Yeah, in my current system, it's 16 GiB real, so my Linux VM has 6GiB, my Win/10 VM has 4GiB, leaving 4GiB for the main Linux running KVM.

My Linux made the "swap" about 3+ GiB. It's often used up entirely, and I'm not doing that much stuff, just lots of browser windows, VLM running audio or video. So I'm wondering to create more "virtual", and if so, is twice "real" a good figure? (This question is now moot, since I'm planning on replacing everything.)

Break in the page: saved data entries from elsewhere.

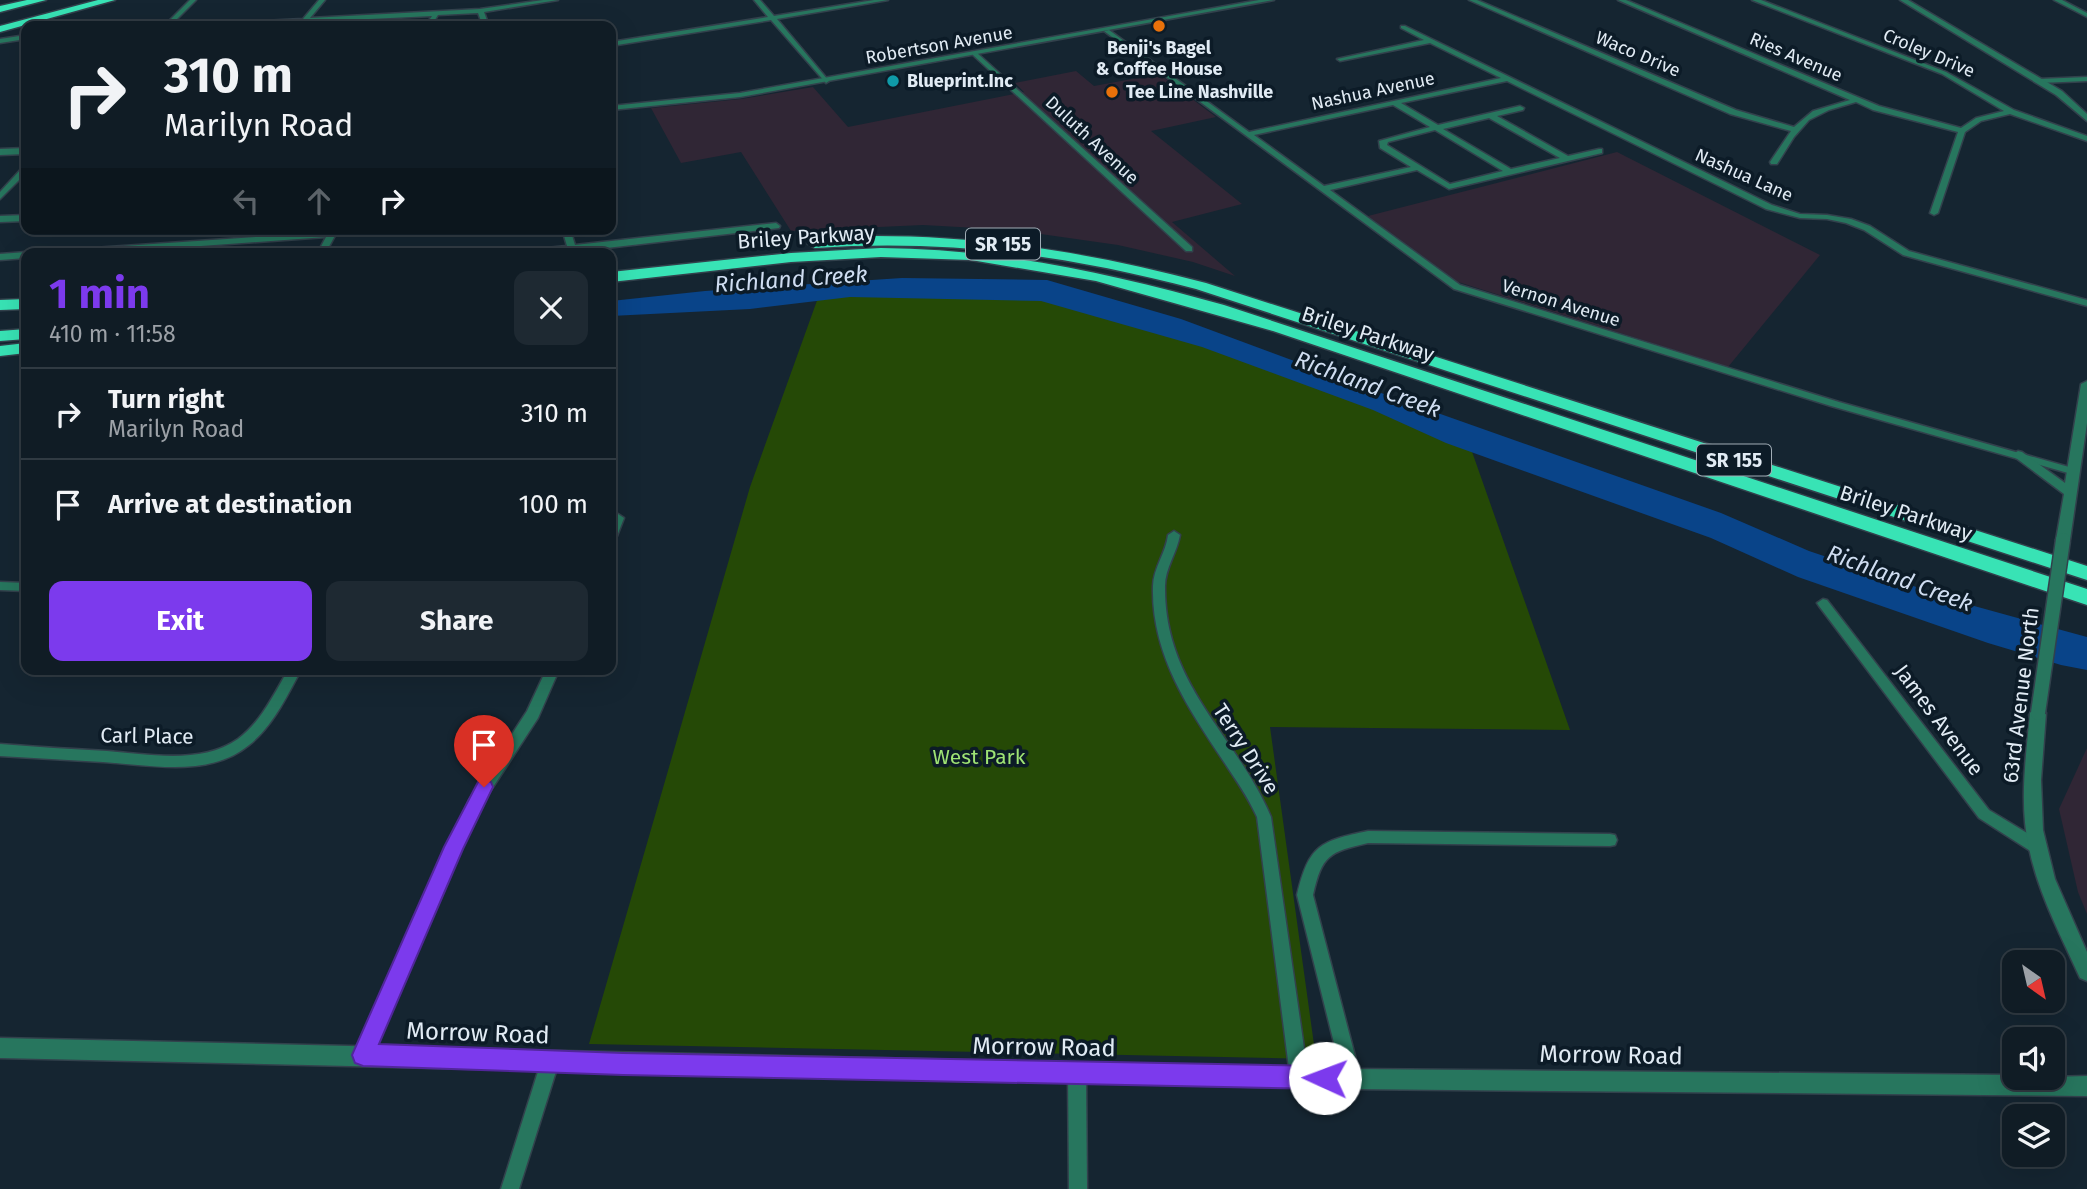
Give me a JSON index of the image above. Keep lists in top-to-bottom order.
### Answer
{
  "streets": {
    "highway": ["Briley Parkway", "SR 155"],
    "street": [
      "Robertson Avenue",
      "Croley Drive",
      "Waco Drive",
      "Ries Avenue",
      "Nashua Avenue",
      "Duluth Avenue",
      "Nashua Lane",
      "Vernon Avenue",
      "63rd Avenue North",
      "James Avenue",
      "Carl Place",
      "Terry Drive",
      "Morrow Road"
    ]
  },
  "crossings": [
    ["Robertson Avenue", "Duluth Avenue"],
    ["Robertson Avenue", "Vernon Avenue"],
    ["Nashua Avenue", "Nashua Lane"],
    ["Nashua Avenue", "Vernon Avenue"],
    ["63rd Avenue North", "James Avenue"],
    ["Terry Drive", "Morrow Road"]
  ],
  "water": ["Richland Creek"],
  "parks": ["West Park"],
  "places": ["Benji's Bagel & Coffee House", "Blueprint.Inc", "Tee Line Nashville"],
  "north": "bottom right",
  "page": {
    "turn": ["310 m", "Marilyn Road"],
    "heading": ["1 min", "410 m · 11:58"],
    "list": [
      {
        "name": "Turn right",
        "note": "Marilyn Road",
        "value": "310 m"
      },
      {
        "name": "Arrive at destination",
        "value": "100 m"
      }
    ],
    "buttons": ["Exit", "Share"]
  }
}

I was going to have multiple flavors of Linux running when I started this so many years ago, but it got derailed, besides which the performance was poor enough that I'd run one or another, and rarely-rarely two simultaneously. Change of business plans ha ha ha

I was hoping the virtual in the "real" system running KVM would suffice, but it didn't.

(If)/When I try this again, I'll get enough memory to 10+GiB per planned VM.
And brings me back to: any advice/counsel/cautions of how relatively large for the Virtual Portion of each piece.

---
Do I infer correctly you're comfortable to go completely SSD ?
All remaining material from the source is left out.